Think about the last time you had a great time, at the end of it all, did you look back and say, wow that was really hard?
No, more likely the time just flew right by. For this reason, I'm not a real fan of a fun at work program. Programs require a lot of work, energy and usually money. They evolve around goals and objectives and suck the natural fun out of it.
After all, play, humor and fun are spontaneous. Just like the minute you try to analyze a joke, it ceases to be funny- the more you try to artificially force fun at work, the less likely it will actually be fun.

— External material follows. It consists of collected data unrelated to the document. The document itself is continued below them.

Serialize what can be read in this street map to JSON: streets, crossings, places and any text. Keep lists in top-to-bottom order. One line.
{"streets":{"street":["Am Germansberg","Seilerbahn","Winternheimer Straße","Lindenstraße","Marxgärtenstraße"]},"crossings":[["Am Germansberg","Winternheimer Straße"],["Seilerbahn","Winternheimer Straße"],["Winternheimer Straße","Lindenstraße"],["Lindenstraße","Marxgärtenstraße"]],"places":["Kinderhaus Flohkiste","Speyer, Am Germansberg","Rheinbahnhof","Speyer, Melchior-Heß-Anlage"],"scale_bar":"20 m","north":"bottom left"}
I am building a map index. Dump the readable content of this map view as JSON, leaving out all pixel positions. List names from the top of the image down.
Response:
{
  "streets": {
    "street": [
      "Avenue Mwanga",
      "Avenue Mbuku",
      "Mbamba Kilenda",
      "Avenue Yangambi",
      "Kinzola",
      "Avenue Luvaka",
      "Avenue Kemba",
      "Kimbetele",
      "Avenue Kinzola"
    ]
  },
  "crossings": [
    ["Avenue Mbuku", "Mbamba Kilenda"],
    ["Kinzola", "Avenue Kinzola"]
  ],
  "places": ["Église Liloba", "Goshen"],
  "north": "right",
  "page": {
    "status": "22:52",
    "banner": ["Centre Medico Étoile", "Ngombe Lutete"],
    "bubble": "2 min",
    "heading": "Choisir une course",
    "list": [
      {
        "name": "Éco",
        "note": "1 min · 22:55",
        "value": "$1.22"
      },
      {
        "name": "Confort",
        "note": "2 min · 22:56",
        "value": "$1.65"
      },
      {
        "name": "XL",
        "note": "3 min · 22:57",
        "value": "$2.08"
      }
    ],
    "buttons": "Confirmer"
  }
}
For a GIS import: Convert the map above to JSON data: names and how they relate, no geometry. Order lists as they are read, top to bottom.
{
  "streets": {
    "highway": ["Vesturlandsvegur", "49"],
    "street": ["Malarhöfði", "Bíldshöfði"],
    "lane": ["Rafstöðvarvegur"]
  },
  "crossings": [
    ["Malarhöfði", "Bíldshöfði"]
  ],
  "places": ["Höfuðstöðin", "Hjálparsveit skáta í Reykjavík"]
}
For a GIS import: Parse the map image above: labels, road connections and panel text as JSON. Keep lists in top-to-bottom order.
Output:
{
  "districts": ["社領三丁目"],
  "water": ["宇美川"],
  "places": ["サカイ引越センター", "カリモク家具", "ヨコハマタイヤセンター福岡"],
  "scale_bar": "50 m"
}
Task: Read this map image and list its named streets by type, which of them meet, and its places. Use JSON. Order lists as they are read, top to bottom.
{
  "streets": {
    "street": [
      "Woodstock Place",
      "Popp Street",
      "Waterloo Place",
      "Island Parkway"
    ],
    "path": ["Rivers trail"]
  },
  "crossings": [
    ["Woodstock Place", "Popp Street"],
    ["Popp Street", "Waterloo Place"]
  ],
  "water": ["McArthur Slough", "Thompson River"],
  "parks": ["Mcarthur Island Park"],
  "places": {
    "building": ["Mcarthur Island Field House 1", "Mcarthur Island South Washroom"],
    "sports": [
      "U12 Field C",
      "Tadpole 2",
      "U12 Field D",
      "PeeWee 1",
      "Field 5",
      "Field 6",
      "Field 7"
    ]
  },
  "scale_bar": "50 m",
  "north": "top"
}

The best way to grow a fun workplace is to support it and get out of the way. Fun and funny are organic and most people instinctively know how to have fun. Just notice how children play naturally, they don't have to be forced or taught how.
To encourage fun at work, just get out of the way and don't try to control it.
When funny things happen, laugh and spread the word. Retelling funny stories brings about the same endorphin rush as when it originally occurred. Overtime, these memories create your culture.
You've probably heard the saying, people who play together stay together. Not much bonds a group like laughter does. If people are playful and spontaneous at work, enjoy it.
Give teams opportunities to play. Playful routines, celebrations, group songs and cheers, can be fun. When you make group celebration fun, you will make it memorable.
Laugh at yourself, if you don't you are leaving the job to others. Seriously, people at work love poking fun at each other, their rituals, routines and nuances. Celebrate what makes your work ( or workplace) unique and weird.
Laugh at the Tough Stuff.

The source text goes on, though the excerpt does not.